*** Material for this exercise Section Begins ***

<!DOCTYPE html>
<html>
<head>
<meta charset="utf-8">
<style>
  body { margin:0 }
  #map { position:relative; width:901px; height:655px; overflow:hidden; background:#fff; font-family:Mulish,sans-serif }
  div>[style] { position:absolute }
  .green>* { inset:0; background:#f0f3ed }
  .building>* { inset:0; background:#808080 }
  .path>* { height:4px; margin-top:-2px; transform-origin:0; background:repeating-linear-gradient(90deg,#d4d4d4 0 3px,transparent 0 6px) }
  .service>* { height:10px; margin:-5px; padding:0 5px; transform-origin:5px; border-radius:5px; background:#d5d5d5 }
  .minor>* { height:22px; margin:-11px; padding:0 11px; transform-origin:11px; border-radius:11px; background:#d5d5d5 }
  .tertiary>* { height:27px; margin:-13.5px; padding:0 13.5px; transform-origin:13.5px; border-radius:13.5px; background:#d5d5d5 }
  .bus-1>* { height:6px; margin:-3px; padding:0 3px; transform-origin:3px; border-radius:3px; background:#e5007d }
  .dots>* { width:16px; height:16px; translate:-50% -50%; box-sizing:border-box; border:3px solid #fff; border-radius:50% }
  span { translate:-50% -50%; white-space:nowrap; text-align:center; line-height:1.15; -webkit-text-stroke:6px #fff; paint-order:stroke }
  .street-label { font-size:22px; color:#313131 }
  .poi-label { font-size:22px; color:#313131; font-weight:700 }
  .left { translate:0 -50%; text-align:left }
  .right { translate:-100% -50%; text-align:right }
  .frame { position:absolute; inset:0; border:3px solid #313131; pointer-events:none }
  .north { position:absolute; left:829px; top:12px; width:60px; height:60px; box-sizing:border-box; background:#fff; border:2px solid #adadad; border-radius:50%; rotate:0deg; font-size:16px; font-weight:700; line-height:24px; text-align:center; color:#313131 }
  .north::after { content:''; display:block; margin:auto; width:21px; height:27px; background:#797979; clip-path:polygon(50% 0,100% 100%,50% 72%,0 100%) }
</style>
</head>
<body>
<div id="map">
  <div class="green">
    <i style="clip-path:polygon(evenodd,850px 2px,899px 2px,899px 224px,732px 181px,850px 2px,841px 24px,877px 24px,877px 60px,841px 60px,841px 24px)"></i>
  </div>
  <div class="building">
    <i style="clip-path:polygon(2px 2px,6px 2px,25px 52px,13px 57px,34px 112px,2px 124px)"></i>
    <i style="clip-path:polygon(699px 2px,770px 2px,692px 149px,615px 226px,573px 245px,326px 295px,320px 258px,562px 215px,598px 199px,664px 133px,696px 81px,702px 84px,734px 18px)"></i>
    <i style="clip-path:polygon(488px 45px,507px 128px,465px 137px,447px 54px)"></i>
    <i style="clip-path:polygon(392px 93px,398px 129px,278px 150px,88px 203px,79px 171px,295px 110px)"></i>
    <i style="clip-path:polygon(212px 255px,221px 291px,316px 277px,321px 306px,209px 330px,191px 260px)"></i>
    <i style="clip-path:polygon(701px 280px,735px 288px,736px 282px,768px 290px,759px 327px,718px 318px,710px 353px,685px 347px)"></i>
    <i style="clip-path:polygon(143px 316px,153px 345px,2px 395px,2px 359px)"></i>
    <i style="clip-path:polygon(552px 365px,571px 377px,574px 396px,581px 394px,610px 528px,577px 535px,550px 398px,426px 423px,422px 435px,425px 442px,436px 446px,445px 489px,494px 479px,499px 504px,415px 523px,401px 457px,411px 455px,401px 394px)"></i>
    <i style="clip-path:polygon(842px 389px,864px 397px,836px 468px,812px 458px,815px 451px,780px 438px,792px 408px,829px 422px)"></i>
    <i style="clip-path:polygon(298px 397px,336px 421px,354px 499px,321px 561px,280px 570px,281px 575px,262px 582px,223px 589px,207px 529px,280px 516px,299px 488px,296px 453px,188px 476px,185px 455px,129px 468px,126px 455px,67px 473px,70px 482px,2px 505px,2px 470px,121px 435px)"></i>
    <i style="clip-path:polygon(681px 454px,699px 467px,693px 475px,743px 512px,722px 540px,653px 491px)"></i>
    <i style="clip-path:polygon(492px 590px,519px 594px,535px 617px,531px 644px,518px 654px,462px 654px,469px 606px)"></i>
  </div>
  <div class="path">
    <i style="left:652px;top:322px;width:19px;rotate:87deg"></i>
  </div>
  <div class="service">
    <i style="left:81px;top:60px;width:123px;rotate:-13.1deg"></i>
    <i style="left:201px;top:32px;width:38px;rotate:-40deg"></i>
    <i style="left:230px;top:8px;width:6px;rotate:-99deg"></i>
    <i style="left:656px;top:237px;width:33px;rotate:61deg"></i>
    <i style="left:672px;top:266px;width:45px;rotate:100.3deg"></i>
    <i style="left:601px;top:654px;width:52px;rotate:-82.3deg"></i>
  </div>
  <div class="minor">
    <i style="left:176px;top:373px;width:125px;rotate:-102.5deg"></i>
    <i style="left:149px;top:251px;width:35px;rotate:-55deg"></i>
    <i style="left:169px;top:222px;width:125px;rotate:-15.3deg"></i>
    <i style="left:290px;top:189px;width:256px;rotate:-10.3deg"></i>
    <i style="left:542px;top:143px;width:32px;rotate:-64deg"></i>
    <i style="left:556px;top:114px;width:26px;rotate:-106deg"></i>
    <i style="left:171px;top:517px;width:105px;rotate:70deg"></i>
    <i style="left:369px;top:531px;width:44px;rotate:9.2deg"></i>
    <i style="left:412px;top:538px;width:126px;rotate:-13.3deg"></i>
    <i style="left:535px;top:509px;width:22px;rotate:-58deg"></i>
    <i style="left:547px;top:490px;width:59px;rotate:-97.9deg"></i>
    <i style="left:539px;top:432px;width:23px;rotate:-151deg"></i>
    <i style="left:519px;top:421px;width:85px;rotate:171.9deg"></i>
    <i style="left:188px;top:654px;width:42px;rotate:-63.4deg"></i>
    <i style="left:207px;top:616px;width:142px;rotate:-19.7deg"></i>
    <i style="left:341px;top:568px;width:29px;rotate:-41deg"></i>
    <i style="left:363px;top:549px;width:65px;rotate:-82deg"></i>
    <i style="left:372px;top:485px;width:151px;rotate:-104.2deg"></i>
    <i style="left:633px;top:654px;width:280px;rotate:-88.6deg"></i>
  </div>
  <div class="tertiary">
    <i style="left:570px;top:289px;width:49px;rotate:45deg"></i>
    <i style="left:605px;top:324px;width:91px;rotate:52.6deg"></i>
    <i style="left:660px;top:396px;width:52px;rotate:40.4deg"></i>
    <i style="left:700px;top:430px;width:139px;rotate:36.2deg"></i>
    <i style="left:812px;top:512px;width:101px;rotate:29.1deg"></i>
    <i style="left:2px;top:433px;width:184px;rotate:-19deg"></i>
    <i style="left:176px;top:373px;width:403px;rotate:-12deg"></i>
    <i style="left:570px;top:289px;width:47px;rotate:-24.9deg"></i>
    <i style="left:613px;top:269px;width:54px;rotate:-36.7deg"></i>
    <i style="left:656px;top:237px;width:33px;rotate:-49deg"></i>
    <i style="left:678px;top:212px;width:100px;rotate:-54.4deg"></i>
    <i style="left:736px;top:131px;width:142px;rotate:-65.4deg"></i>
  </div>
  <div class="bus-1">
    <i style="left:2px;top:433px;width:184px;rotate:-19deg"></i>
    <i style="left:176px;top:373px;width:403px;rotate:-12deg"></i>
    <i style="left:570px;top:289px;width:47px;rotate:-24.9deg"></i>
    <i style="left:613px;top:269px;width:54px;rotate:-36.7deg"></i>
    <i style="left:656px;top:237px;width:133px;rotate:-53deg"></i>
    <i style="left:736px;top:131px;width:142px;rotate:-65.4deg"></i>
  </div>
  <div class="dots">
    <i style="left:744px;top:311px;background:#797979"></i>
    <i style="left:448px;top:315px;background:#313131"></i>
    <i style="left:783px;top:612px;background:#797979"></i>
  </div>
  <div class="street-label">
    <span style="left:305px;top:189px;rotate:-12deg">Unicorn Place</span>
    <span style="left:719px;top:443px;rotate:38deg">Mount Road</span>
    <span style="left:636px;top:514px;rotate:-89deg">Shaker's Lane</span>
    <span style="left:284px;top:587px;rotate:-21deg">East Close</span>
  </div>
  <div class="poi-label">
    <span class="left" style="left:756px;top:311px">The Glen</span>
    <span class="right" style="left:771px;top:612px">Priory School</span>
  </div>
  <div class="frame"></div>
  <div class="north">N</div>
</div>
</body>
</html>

*** Material for this exercise Section Ends ***
*** Material for this exercise Section Begins ***

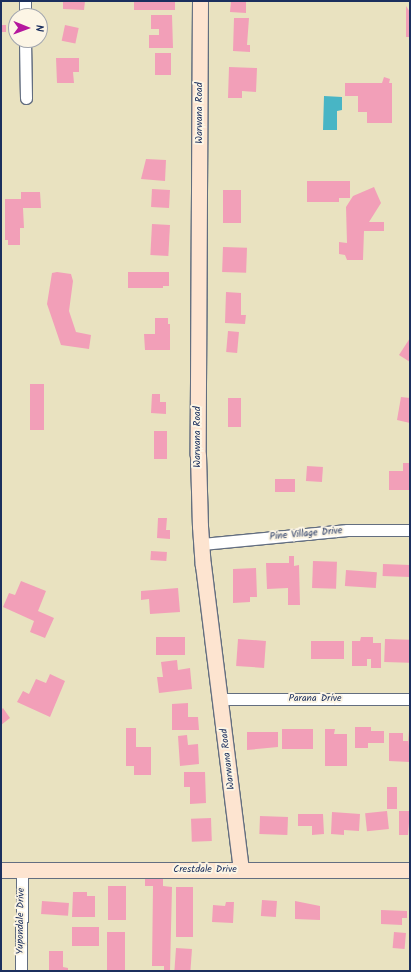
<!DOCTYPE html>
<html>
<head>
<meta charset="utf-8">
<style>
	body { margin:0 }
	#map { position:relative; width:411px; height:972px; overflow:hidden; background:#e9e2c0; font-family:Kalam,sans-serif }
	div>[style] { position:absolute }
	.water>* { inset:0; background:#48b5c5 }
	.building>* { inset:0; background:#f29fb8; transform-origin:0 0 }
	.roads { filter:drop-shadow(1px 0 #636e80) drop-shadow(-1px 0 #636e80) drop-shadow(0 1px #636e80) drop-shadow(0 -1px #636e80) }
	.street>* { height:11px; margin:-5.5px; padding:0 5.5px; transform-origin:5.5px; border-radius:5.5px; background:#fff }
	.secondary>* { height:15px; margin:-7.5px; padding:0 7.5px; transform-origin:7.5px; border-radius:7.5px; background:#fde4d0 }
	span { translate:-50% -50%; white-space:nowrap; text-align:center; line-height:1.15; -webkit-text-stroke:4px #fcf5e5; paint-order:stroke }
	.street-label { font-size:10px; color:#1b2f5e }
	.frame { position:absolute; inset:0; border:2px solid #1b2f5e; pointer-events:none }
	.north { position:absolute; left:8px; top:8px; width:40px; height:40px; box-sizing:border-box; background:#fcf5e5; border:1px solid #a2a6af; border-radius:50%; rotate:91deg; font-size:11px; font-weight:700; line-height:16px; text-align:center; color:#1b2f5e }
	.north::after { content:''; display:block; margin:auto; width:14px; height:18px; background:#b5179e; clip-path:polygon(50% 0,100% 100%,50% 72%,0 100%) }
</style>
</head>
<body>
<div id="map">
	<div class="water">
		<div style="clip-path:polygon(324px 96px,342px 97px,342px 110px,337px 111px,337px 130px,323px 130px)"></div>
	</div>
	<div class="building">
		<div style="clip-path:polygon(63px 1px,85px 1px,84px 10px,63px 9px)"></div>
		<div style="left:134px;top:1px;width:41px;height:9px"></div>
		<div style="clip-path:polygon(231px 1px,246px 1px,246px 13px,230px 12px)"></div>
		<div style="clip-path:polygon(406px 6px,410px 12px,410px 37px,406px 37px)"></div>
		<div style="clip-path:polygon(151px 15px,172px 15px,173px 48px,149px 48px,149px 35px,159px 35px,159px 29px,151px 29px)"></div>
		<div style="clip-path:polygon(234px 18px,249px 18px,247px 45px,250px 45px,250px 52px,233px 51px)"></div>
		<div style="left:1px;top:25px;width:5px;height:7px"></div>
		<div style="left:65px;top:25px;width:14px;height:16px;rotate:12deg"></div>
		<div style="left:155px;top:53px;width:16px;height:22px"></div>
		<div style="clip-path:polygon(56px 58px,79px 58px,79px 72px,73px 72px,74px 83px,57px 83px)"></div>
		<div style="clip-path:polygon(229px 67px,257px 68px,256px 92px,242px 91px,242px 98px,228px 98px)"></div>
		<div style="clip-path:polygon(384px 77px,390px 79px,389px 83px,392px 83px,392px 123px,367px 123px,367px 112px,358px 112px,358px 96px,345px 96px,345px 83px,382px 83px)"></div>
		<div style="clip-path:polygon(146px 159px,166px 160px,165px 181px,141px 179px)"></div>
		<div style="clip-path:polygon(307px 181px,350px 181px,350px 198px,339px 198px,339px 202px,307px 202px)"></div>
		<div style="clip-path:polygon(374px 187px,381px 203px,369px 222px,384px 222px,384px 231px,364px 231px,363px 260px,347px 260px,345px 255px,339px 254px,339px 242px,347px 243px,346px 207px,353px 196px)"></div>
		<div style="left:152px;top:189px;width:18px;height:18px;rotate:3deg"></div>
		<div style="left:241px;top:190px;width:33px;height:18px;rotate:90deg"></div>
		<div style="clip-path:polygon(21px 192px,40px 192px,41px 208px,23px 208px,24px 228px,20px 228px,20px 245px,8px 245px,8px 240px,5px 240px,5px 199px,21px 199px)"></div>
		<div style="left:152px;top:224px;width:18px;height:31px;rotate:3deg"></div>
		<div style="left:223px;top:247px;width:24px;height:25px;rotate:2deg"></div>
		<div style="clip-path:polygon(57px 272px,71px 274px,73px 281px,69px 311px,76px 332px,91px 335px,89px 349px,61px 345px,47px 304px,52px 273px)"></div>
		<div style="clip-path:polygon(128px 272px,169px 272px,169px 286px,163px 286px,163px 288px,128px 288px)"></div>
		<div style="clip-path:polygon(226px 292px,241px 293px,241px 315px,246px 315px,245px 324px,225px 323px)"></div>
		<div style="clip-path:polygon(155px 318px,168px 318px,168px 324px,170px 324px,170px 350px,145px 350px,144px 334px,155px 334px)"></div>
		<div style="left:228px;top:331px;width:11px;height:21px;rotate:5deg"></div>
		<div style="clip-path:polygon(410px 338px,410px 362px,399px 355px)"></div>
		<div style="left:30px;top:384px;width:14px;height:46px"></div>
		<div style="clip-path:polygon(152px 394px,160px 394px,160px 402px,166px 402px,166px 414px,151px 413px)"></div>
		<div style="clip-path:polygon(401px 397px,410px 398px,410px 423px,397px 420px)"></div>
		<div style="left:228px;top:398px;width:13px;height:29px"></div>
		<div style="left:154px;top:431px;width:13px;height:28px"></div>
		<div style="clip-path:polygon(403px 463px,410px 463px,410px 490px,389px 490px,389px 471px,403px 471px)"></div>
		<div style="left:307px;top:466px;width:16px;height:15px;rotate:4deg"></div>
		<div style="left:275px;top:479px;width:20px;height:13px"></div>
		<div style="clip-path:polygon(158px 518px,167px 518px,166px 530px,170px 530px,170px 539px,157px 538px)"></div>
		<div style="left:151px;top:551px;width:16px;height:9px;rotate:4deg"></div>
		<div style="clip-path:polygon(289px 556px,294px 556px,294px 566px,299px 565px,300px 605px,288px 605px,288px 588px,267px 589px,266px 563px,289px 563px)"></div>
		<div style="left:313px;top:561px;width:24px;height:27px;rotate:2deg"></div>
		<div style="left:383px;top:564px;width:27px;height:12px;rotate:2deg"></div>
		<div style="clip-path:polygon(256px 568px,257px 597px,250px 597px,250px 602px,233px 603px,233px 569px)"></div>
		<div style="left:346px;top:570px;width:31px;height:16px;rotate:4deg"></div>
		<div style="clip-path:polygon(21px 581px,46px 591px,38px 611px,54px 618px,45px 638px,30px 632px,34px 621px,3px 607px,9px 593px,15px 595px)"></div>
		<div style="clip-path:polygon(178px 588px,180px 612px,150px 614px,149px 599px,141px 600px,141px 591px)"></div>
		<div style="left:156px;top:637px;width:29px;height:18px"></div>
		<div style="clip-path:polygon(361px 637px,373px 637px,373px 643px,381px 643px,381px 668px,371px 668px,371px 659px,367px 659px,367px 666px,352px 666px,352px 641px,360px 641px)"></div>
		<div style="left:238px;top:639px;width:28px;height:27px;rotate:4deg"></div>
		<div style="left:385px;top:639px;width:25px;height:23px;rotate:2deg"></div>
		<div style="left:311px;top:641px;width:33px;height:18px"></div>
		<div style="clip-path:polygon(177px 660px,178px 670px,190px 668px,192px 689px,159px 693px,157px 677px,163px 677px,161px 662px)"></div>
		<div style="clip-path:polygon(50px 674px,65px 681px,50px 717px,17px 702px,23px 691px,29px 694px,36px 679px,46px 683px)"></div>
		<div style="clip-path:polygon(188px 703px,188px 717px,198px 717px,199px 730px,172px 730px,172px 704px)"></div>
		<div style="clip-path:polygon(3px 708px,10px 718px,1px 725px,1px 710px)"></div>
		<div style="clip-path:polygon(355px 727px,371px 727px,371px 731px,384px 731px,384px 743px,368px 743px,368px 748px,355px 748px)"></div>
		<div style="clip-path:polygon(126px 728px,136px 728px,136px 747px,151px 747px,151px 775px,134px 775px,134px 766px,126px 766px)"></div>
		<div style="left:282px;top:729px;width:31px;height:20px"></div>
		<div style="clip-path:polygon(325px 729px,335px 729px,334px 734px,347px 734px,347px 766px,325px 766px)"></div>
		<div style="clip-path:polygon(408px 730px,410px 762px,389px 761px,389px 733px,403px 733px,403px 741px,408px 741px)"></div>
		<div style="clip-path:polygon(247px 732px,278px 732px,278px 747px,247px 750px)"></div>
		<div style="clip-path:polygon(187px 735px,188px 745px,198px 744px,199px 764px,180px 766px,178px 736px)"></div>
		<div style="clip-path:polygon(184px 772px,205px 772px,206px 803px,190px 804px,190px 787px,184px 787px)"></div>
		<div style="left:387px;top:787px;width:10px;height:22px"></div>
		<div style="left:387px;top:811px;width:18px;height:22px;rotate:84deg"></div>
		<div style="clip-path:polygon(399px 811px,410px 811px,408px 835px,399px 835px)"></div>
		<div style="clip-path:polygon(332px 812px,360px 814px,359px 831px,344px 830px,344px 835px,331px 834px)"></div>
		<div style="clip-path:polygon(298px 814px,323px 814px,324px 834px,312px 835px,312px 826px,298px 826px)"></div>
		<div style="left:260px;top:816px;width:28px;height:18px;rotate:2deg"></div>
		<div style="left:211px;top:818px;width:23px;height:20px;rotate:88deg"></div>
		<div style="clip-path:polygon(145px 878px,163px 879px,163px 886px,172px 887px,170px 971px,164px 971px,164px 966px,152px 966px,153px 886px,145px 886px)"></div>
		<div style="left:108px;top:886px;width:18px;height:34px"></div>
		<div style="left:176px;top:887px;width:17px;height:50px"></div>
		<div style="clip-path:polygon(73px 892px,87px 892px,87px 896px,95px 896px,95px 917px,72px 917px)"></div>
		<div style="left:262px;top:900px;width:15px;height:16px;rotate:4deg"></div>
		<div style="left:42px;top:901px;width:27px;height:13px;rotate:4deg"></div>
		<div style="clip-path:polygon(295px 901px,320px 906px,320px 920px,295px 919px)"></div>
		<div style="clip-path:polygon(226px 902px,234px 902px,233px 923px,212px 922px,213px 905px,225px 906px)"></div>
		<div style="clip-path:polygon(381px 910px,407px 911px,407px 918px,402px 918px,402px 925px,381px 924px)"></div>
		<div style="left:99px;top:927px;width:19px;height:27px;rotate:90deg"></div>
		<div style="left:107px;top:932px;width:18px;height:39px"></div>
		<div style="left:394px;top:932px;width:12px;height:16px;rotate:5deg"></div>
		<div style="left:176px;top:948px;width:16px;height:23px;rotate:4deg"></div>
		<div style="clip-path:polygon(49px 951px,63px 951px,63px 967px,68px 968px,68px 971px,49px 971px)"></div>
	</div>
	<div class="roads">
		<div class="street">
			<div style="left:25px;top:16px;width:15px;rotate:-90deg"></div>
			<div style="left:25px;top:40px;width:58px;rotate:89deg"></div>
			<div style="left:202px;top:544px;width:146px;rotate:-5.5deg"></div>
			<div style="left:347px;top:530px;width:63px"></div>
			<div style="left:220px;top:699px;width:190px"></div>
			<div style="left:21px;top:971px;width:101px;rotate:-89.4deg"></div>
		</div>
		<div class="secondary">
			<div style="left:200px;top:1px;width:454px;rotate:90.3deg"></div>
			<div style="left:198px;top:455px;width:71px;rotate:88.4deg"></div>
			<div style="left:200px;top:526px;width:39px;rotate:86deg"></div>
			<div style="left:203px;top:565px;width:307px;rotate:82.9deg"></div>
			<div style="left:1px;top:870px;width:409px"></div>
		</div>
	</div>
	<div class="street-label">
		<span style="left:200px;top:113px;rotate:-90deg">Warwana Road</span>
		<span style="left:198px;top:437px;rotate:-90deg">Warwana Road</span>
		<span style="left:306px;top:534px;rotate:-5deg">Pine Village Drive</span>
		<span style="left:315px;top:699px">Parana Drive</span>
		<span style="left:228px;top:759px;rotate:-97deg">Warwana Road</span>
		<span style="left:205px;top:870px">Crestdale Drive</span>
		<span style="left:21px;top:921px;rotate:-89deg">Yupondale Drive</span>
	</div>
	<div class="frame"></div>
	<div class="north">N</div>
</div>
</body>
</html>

*** Material for this exercise Section Ends ***

Quote the listing above, but only from the line that shows "position:relative; width:411px; height:972px;" through the line that shows "filter:drop-shadow(1px 0 #636e80)".

- Response area
	#map { position:relative; width:411px; height:972px; overflow:hidden; background:#e9e2c0; font-family:Kalam,sans-serif }
	div>[style] { position:absolute }
	.water>* { inset:0; background:#48b5c5 }
	.building>* { inset:0; background:#f29fb8; transform-origin:0 0 }
	.roads { filter:drop-shadow(1px 0 #636e80) drop-shadow(-1px 0 #636e80) drop-shadow(0 1px #636e80) drop-shadow(0 -1px #636e80) }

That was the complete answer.